## TASK PROMPT
Return every line of the data that contains the string "stroke".

## PROVIDED DATA
......

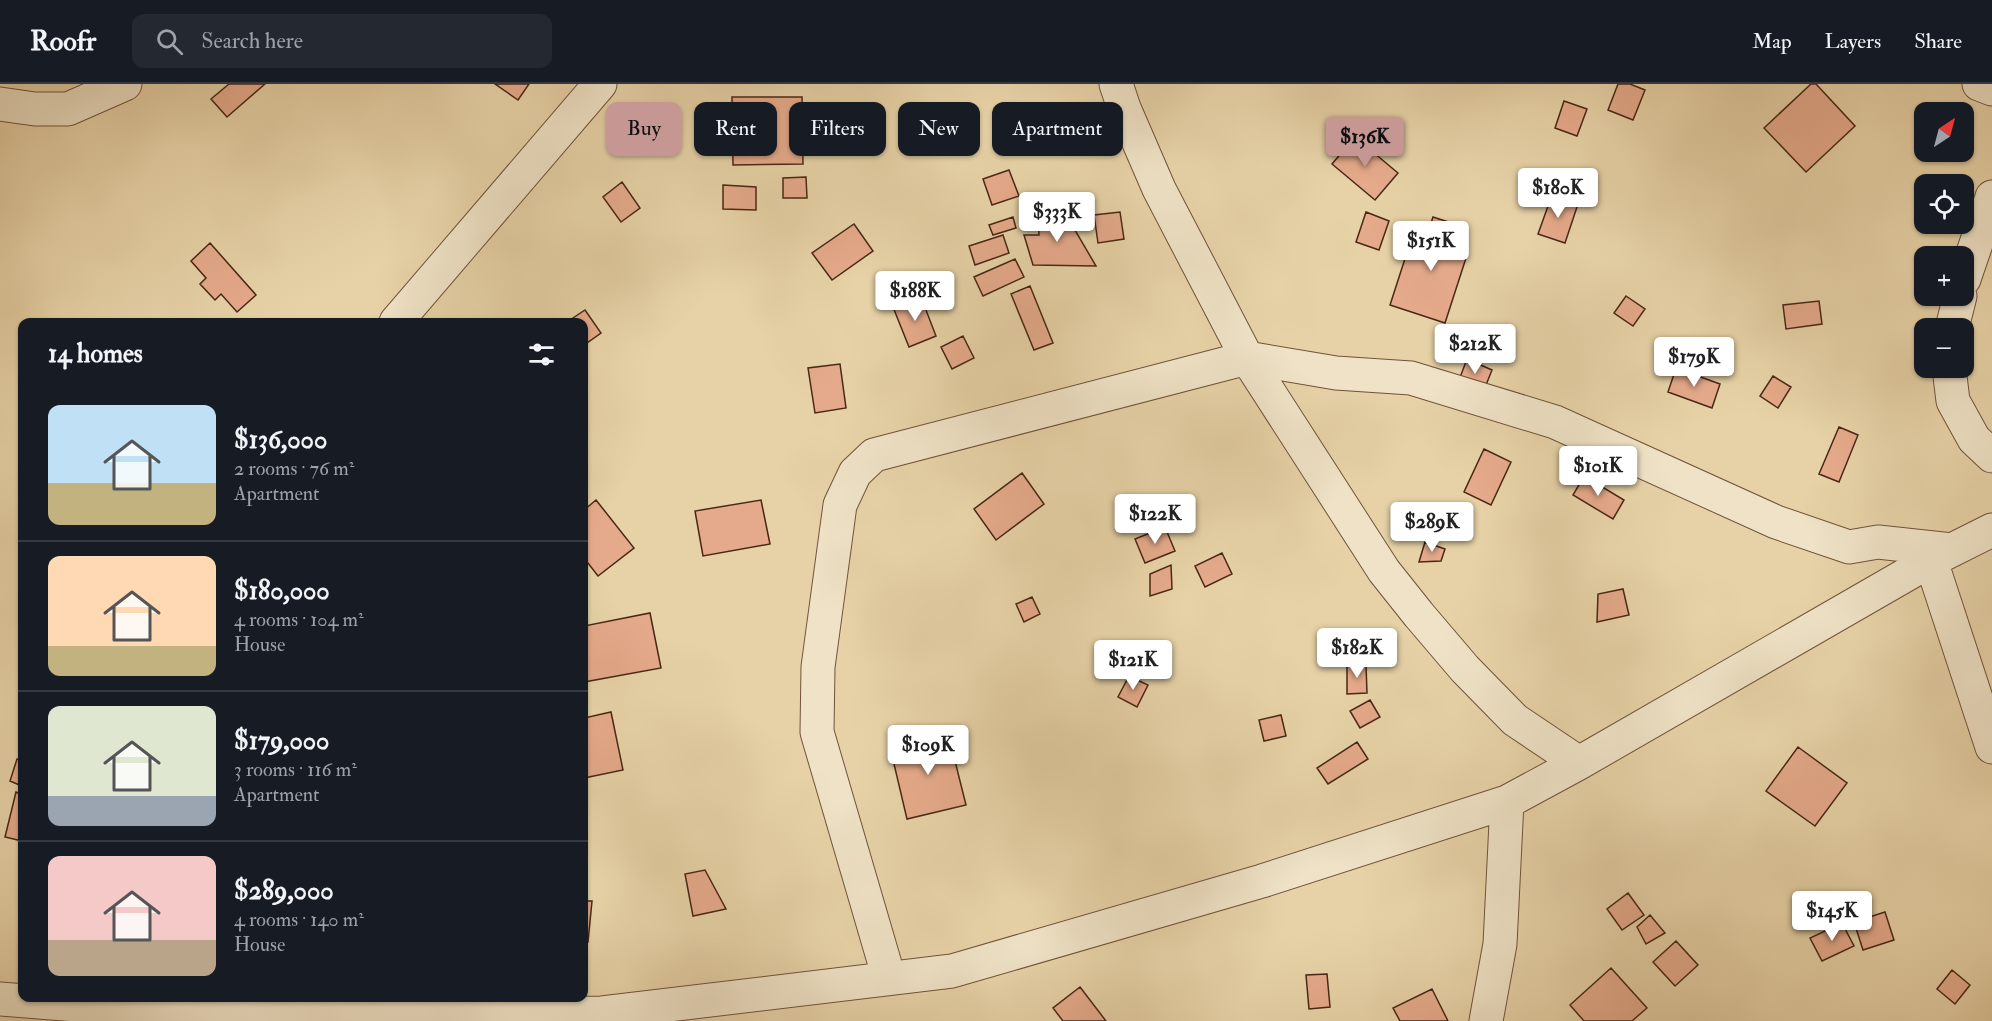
<!DOCTYPE html>
<meta charset="utf-8">
<style>
body{margin:0;font-family:"IM FELL Double Pica",serif;background:#242831;color:#f1f3f6;height:100vh;display:flex;flex-direction:column;font-size:22px;white-space:nowrap}
*{box-sizing:border-box;margin:0}
p{font-size:20px;color:#9ea1a6}
.icon{flex:none;width:33px;height:33px;fill:none;stroke:currentColor;stroke-width:2;stroke-linecap:round;stroke-linejoin:round}
.map{position:relative;flex:1;overflow:hidden}
.sheet{position:absolute;left:18px;top:234px;width:570px;height:684px;display:flex;flex-direction:column;background:#171b24;border-radius:12px;box-shadow:0 2px 4px #0004}
.sheet>*{flex:none}
.guide{position:absolute;left:606px;top:18px;width:570px;height:54px;display:flex;gap:12px}
.needle{width:39px;rotate:36deg}
.fabs{position:absolute;left:1914px;top:18px;display:grid;gap:12px}
.fabs a{display:grid;place-items:center;width:60px;height:60px;border-radius:12px;background:#171b24;box-shadow:0 2px 4px #0004;font-size:30px}
.price{position:absolute;translate:-50% -51px;padding:0 14px;border-radius:6px;background:#fff;color:#222;font-size:20px;line-height:39px;filter:drop-shadow(0 2px 3px #0008)}
.price::after{content:'';position:absolute;left:50%;top:36px;width:18px;height:14px;margin-left:-9px;background:inherit;clip-path:polygon(0 0,100% 0,50% 100%)}
.price.on{background:#c59692;color:#111}
ul{padding:0;list-style:none}
li{display:flex;align-items:center;gap:18px;height:150px;padding:0 30px}
li+li{border-top:2px solid #363941}
li span{display:grid;place-items:center;flex:none;width:168px;height:120px;border-radius:12px;color:#555}
li>.icon{margin-inline-start:auto}
span .icon{width:72px;height:72px;fill:#fffc;stroke-width:1}
li b{font-size:26px}
h2{display:flex;justify-content:space-between;align-items:center;height:72px;padding:0 30px;font-size:26px}
.chip{padding:0 21px;border-radius:12px;background:#171b24;box-shadow:0 2px 4px #0004;font-size:21px;line-height:54px}
.chip.on{background:#c59692;color:#111}
header{display:flex;align-items:center;gap:36px;box-sizing:border-box;height:84px;padding:0 30px;background:#171b24;border-bottom:2px solid #363941}
header strong{font-size:28px}
nav{display:flex;gap:33px;margin-inline-start:auto;font-size:21px}
.search{width:420px;height:54px;background:#242831;display:flex;align-items:center;gap:15px;box-sizing:border-box;padding:0 21px;border-radius:12px;color:#9ea1a6;font-size:22px}
.map>svg:first-child{display:block}
</style>
<header>
<strong>Roofr</strong>
<div class="search"><svg class="icon" aria-label="search" viewBox="0 0 24 24"><circle cx="10" cy="10" r="6"/><path d="M15 15l6 6"/></svg>Search here</div>
<nav><a>Map</a><a>Layers</a><a>Share</a></nav>
</header>
<div class="map">
<svg width="1992" height="937" viewBox="0 0 1992 937">
<rect width="100%" height="100%" fill="#e7d2a7"/>
<filter id="stains"><feTurbulence type="fractalNoise" baseFrequency=".00333" numOctaves="4"/><feColorMatrix values="0 0 0 0 .2 0 0 0 0 .09 0 0 0 0 .02 0 0 0 .5 -.17"/></filter>
<radialGradient id="worn" r=".72"><stop offset=".6" stop-color="#630" stop-opacity="0"/><stop offset="1" stop-color="#630" stop-opacity=".3"/></radialGradient>
<path fill="#e5aa8b" stroke="#482715" stroke-width="1.5" d="M229,0H265L227,33L211,15Z
M495,0H529L518,16Z
M1618,0H1630L1645,6L1633,36L1608,26Z
M1811,0H1816L1855,42L1806,88L1764,44Z
M732,13H802L803,80L733,81Z
M1564,17L1587,25L1577,52L1555,44Z
M1355,53L1398,89L1375,116L1332,80Z
M1009,86L1019,112L992,121L983,95Z
M806,93L807,114H783V94Z
M622,98L640,124L621,138L603,113Z
M723,101L756,103V126L723,125Z
M1552,111L1578,120L1565,159L1538,150Z
M1120,128L1124,155L1098,159L1094,131Z
M1366,128L1389,137L1379,166L1356,158Z
M1038,129H1065L1096,182L1033,181L1024,151H1039Z
M1013,133L1016,144L993,151L989,141Z
M1433,133L1464,143L1458,163L1467,171L1445,239L1390,221L1412,153L1425,157Z
M854,140L873,167L832,196L812,169Z
M1003,151L1009,169L975,181L969,162Z
M210,159L256,211L237,228L221,210L215,216L200,200L206,194L191,177Z
M1015,175L1024,193L983,212L974,193Z
M1030,202L1053,259L1034,266L1011,210Z
M1626,212L1645,225L1633,242L1614,229Z
M921,213L936,252L909,263L893,223Z
M1819,217L1822,240L1786,245L1783,221Z
M585,226L601,249L584,261V238H567Z
M963,252L974,274L952,285L941,263Z
M1467,275L1492,286L1484,306L1459,296Z
M840,280L846,324L815,329L808,284Z
M1676,284L1720,300L1712,324L1668,308Z
M1773,292L1791,303L1778,324L1760,312Z
M1839,343L1858,351L1839,398L1819,390Z
M1484,365L1511,378L1491,421L1464,408Z
M1022,389L1044,420L996,456L974,425Z
M1584,392L1624,416L1613,435L1573,411Z
M596,416L634,464L598,492L584,474V426Z
M761,416L770,460L703,472L695,427Z
M1165,443L1175,467L1145,479L1135,455Z
M1425,458L1445,465L1441,477L1419,478Z
M1222,469L1232,490L1205,503L1195,482Z
M1171,481L1172,505L1150,512V490Z
M1623,505L1629,531L1597,538L1598,510Z
M1032,513L1040,530L1024,538L1016,520Z
M650,529L661,584L584,598V542Z
M1347,580L1366,581L1367,609L1347,610Z
M1129,592L1148,601L1137,623L1118,613Z
M1370,616L1380,633L1360,644L1350,627Z
M611,628L623,686L584,694V634Z
M1281,631L1286,652L1264,657L1259,636Z
M948,649L966,721L907,735L890,663Z
M1357,658L1368,675L1328,700L1317,684Z
M1798,663L1847,699L1815,742L1766,707Z
M17,675L22,676V702L10,697Z
M16,708L22,710V757L5,753Z
M705,786L726,825L693,832L685,790Z
M1628,809L1644,831L1622,846L1607,825Z
M584,817H592L588,858H584Z
M1885,828L1894,856L1863,866L1854,838Z
M1650,831L1665,849L1646,860L1637,843Z
M1842,839L1854,862L1822,877L1810,854Z
M1676,857L1698,881L1675,902L1653,878Z
M1611,884L1647,924L1632,937H1584L1570,921Z
M1952,886L1970,901L1955,920L1937,905Z
M1327,890L1330,923L1309,925L1306,891Z
M1080,903L1106,937H1063L1053,924Z
M1432,905L1448,937H1400L1393,924Z"/>
<g fill="none" stroke-linecap="round" stroke-linejoin="round">
<defs>
<path id="minor" d="M1116,0L1124,24L1159,105L1247,274L1384,487L1419,531L1465,585L1515,636L1579,679
M1979,0L1992,5
M0,20L35,25H68L125,0
M1964,195L1992,113
M396,238L600,0
M1952,244L1960,212
M1949,284L1953,317L1974,355L1992,372
M1931,477L1992,663
M889,894L817,648L818,583L840,421L855,389L874,371L1247,274L1336,289L1411,294L1555,338L1776,438L1849,463L1878,458L1952,466
M0,915L205,931L602,929L952,887L1262,797L1507,718L1579,679L1930,477L1992,446
M1486,937L1500,860L1507,718"/>
</defs>
<use href="#minor" stroke="#70523a" stroke-width="35"/>
<use href="#minor" stroke="#efe2c6" stroke-width="33"/>
</g>
<rect width="100%" height="100%" filter="url(#stains)"/>
<rect width="100%" height="100%" fill="url(#worn)"/>
</svg>
<div class="fabs">
<a><svg class="needle" viewBox="-14 -14 28 28"><path d="M0-13l5 13h-10z" fill="#e53935"/><path d="M0 13l5-13h-10z" fill="#9ea1a6"/></svg></a>
<a><svg class="icon" aria-label="locate" viewBox="0 0 24 24"><circle cx="12" cy="12" r="6"/><path d="M12 2v4M12 18v4M2 12h4M18 12h4"/></svg></a>
<a>+</a>
<a>−</a>
</div>
<b class="price on" style="left:1365px;top:84px">$136K</b>
<b class="price" style="left:1558px;top:135px">$180K</b>
<b class="price" style="left:1057px;top:159px">$333K</b>
<b class="price" style="left:1431px;top:188px">$151K</b>
<b class="price" style="left:915px;top:238px">$188K</b>
<b class="price" style="left:1475px;top:291px">$212K</b>
<b class="price" style="left:1694px;top:304px">$179K</b>
<b class="price" style="left:1598px;top:413px">$101K</b>
<b class="price" style="left:1155px;top:461px">$122K</b>
<b class="price" style="left:1432px;top:469px">$289K</b>
<b class="price" style="left:1357px;top:595px">$182K</b>
<b class="price" style="left:1133px;top:607px">$121K</b>
<b class="price" style="left:928px;top:692px">$109K</b>
<b class="price" style="left:1832px;top:858px">$145K</b>
<div class="guide">
<a class="chip on">Buy</a>
<a class="chip">Rent</a>
<a class="chip">Filters</a>
<a class="chip">New</a>
<a class="chip">Apartment</a>
</div>
<section class="sheet">
<h2>14 homes<svg class="icon" aria-label="filters" viewBox="0 0 24 24"><path d="M4 7h16M4 17h16"/><circle cx="9" cy="7" r="2"/><circle cx="15" cy="17" r="2"/></svg></h2>
<ul>
<li><span style="background:linear-gradient(#bfe0f5 65%,#c2b280 0)"><svg class="icon" aria-label="home" viewBox="0 0 24 24"><path d="M3 11l9-7 9 7M6 9v11h12V9"/></svg></span><div><b>$136,000</b><p>2 rooms · 76 m²</p><p>Apartment</p></div></li>
<li><span style="background:linear-gradient(#ffd9b3 75%,#c2b280 0)"><svg class="icon" aria-label="home" viewBox="0 0 24 24"><path d="M3 11l9-7 9 7M6 9v11h12V9"/></svg></span><div><b>$180,000</b><p>4 rooms · 104 m²</p><p>House</p></div></li>
<li><span style="background:linear-gradient(#dfe7d0 75%,#9aa5b1 0)"><svg class="icon" aria-label="home" viewBox="0 0 24 24"><path d="M3 11l9-7 9 7M6 9v11h12V9"/></svg></span><div><b>$179,000</b><p>3 rooms · 116 m²</p><p>Apartment</p></div></li>
<li><span style="background:linear-gradient(#f6c9c9 70%,#b9a48a 0)"><svg class="icon" aria-label="home" viewBox="0 0 24 24"><path d="M3 11l9-7 9 7M6 9v11h12V9"/></svg></span><div><b>$289,000</b><p>4 rooms · 140 m²</p><p>House</p></div></li>
</ul>
</section>
</div>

......

## TASK RESPONSE
.icon{flex:none;width:33px;height:33px;fill:none;stroke:currentColor;stroke-width:2;stroke-linecap:round;stroke-linejoin:round}
span .icon{width:72px;height:72px;fill:#fffc;stroke-width:1}
<path fill="#e5aa8b" stroke="#482715" stroke-width="1.5" d="M229,0H265L227,33L211,15Z
<g fill="none" stroke-linecap="round" stroke-linejoin="round">
<use href="#minor" stroke="#70523a" stroke-width="35"/>
<use href="#minor" stroke="#efe2c6" stroke-width="33"/>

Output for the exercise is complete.